Even before the interruption to America's fuel addiction by Mother Nature, gasoline stocks were below average, according to the most recent report by the Energy Information Administration.

"Distillate fuel inventories increased by 0.9 million barrels last week and are below the lower limit of the average range for this time of year," said the latest weekly fuel report from the agency.  

The upshot is that many gasoline station owners are forced to pay higher prices arising from tight supplies, while others can hold their prices steady as they wait for the effects of short-term market speculation to fade. Some gasoline station owners raise prices whether they actually bought the more expensive gasoline or not. Some call that price gouging; others call it the price the market will bear.

Either way, as America enters a major holiday driving weekend, the cost at the pump will be higher and will likely continue to climb through the Labor Day weekend even if the effects of production shutdowns in the Gulf of Mexico due to Hurricane Isaac are minimal.

The national average coast for a gallon of regular gas was approaching $3.83 Thursday, according to the auto group AAA, after seeing the largest one-day rise in 18 months Wednesday. Last week the average was 12 cents cheaper; a month ago it was 32 cents less; and a year ago the price was $3.61. The West Coast is seeing the highest prices, followed by parts of the Upper Midwest and New York. The last time Americans saw the average price rise above $3.80 was last spring.
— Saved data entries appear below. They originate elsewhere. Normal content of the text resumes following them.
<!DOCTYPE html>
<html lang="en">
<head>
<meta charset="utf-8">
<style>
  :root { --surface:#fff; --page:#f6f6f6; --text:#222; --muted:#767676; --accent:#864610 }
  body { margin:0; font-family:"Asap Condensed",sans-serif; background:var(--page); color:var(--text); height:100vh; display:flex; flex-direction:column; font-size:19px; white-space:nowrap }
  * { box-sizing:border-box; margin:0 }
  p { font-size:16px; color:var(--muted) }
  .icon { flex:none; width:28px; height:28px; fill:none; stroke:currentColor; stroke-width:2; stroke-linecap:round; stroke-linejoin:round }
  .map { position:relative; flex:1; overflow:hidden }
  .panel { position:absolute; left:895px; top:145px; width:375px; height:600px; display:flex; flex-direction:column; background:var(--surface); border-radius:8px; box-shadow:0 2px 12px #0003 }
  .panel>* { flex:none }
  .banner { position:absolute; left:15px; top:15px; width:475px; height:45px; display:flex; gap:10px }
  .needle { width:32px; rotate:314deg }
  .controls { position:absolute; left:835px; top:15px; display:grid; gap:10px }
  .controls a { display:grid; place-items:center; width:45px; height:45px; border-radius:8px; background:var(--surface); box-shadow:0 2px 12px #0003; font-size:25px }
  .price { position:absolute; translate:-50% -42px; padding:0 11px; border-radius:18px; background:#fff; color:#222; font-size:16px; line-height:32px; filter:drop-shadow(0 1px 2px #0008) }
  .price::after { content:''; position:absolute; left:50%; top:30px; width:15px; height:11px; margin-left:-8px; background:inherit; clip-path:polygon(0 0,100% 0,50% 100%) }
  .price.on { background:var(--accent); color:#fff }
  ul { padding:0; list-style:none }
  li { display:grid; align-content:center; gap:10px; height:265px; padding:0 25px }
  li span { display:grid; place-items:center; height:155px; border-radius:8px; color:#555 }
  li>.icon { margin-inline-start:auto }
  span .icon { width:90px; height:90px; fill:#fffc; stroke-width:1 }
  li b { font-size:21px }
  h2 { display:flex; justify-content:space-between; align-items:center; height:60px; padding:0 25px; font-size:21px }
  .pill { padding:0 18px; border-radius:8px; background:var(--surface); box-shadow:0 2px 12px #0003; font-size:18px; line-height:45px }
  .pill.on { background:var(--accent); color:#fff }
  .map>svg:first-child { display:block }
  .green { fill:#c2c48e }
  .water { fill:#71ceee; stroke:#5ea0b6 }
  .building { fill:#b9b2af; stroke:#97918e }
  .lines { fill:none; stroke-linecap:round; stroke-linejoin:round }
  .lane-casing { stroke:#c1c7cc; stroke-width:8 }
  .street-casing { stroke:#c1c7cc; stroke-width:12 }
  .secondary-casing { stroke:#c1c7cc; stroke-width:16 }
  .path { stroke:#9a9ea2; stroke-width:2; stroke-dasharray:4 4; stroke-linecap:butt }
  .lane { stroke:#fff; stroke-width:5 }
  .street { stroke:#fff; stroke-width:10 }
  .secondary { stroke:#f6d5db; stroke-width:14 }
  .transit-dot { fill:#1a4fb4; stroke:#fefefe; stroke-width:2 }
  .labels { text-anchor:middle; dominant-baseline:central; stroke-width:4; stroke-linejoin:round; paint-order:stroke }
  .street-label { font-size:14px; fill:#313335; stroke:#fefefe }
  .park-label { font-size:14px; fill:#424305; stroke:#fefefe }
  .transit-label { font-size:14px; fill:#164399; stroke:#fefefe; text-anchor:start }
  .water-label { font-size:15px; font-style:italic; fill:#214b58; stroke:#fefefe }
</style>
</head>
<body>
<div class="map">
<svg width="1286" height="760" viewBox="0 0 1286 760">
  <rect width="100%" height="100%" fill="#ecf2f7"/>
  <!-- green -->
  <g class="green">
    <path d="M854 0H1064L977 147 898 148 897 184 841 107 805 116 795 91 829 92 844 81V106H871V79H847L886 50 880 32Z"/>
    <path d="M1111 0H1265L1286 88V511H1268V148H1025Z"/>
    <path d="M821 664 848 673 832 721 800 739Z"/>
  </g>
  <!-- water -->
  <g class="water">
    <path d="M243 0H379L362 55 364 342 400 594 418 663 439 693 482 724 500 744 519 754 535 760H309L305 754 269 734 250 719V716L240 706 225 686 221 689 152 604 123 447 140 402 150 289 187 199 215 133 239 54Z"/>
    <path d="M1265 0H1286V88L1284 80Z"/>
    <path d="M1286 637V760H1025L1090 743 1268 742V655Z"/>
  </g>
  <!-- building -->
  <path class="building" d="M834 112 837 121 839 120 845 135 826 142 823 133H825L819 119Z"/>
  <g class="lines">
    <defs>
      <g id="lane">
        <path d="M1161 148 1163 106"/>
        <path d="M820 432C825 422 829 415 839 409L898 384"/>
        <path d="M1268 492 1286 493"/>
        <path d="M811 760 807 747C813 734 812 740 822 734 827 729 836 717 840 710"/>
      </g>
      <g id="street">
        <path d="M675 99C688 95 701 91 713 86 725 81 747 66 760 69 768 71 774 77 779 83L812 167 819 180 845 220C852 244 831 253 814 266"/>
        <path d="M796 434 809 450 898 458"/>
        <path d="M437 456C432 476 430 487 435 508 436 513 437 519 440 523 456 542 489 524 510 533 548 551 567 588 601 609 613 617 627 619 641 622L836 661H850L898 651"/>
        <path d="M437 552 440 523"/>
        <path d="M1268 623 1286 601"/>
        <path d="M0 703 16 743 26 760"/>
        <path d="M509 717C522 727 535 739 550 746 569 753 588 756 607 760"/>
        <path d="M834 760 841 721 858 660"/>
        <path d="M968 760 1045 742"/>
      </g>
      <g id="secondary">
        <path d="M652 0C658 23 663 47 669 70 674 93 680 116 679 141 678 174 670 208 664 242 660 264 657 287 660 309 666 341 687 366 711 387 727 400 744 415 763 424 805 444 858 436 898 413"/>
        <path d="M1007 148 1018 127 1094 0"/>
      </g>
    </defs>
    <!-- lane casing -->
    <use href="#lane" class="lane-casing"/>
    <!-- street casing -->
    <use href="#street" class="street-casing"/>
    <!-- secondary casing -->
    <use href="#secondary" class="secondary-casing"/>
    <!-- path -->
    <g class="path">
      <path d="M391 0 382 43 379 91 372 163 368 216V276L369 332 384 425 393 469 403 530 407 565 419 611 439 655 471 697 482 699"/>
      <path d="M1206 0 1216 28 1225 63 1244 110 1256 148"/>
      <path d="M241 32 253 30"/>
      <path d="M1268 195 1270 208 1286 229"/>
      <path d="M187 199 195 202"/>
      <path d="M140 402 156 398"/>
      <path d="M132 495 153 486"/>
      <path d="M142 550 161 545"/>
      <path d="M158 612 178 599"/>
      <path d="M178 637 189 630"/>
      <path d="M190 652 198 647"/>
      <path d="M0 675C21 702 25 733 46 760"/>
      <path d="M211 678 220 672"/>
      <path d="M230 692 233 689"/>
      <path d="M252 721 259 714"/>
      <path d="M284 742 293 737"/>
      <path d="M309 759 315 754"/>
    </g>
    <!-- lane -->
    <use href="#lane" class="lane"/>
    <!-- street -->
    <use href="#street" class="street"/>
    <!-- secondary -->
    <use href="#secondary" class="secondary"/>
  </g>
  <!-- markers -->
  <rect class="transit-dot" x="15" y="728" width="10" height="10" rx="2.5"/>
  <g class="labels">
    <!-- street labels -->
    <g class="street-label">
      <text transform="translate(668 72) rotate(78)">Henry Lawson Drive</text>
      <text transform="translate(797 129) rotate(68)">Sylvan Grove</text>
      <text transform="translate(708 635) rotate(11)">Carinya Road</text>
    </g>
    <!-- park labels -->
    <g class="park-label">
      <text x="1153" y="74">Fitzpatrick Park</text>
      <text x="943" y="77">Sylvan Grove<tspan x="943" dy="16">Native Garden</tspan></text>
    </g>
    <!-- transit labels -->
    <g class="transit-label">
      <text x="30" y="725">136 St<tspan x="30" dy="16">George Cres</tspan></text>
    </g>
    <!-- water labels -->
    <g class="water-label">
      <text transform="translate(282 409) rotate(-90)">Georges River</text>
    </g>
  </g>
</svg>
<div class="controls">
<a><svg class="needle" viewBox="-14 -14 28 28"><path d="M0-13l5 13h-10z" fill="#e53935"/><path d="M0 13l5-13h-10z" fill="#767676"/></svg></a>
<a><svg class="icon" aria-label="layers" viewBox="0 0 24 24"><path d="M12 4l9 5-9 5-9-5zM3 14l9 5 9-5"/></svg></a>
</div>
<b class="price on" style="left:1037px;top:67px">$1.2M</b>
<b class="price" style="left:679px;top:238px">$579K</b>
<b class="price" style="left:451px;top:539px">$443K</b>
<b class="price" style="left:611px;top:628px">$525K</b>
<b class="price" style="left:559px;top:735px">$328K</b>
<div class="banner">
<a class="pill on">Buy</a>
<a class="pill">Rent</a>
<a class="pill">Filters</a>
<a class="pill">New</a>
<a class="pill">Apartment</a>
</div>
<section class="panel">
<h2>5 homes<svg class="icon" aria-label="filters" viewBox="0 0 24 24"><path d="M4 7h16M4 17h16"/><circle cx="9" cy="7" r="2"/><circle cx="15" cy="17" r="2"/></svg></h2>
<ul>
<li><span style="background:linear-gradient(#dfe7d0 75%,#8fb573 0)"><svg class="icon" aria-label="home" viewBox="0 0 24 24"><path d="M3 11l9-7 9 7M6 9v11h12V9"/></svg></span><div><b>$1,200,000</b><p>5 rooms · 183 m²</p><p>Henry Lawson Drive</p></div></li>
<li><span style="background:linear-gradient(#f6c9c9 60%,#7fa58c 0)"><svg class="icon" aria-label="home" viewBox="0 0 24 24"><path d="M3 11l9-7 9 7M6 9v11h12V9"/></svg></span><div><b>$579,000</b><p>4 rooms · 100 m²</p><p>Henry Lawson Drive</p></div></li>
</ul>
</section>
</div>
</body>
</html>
"The national average will keep ticking higher, and it's going to be noticeable," Patrick DeHaan, a petroleum analyst at Gasbuddy.com, told the Associated Press.

Drivers in the Gulf Coast region of the U.S. saw prices at the pump rise a dime per gallon in the past week in anticipation of storm-related production cuts. Refineries are likely to start up soon, but rigs and platforms in the Gulf of Mexico, which deliver crude for processing into fuels and downstream petrochemicals, will take longer to start up as they need to be inspected and repaired if necessary.  

The speed with which some gasoline station employees went out to change numbers on the price signs has caused some to accuse retailers of price gouging. In Michigan, where a price for a gallon of regular is above $4, state Attorney General Bill Schuette warned this week that his office is monitoring profit margins and costs of gas stations in the state.

"As Labor Day weekend nears, Tropical Storm Isaac, combined with other factors, will likely result in higher prices at the pump," said Schuette. "These circumstances are not a free pass for price gouging. My office monitors gas prices closely, and we will not hesitate to take action if evidence of price gouging surfaces."

The next report comes out Friday, but don't expect any good news from it for the weekend.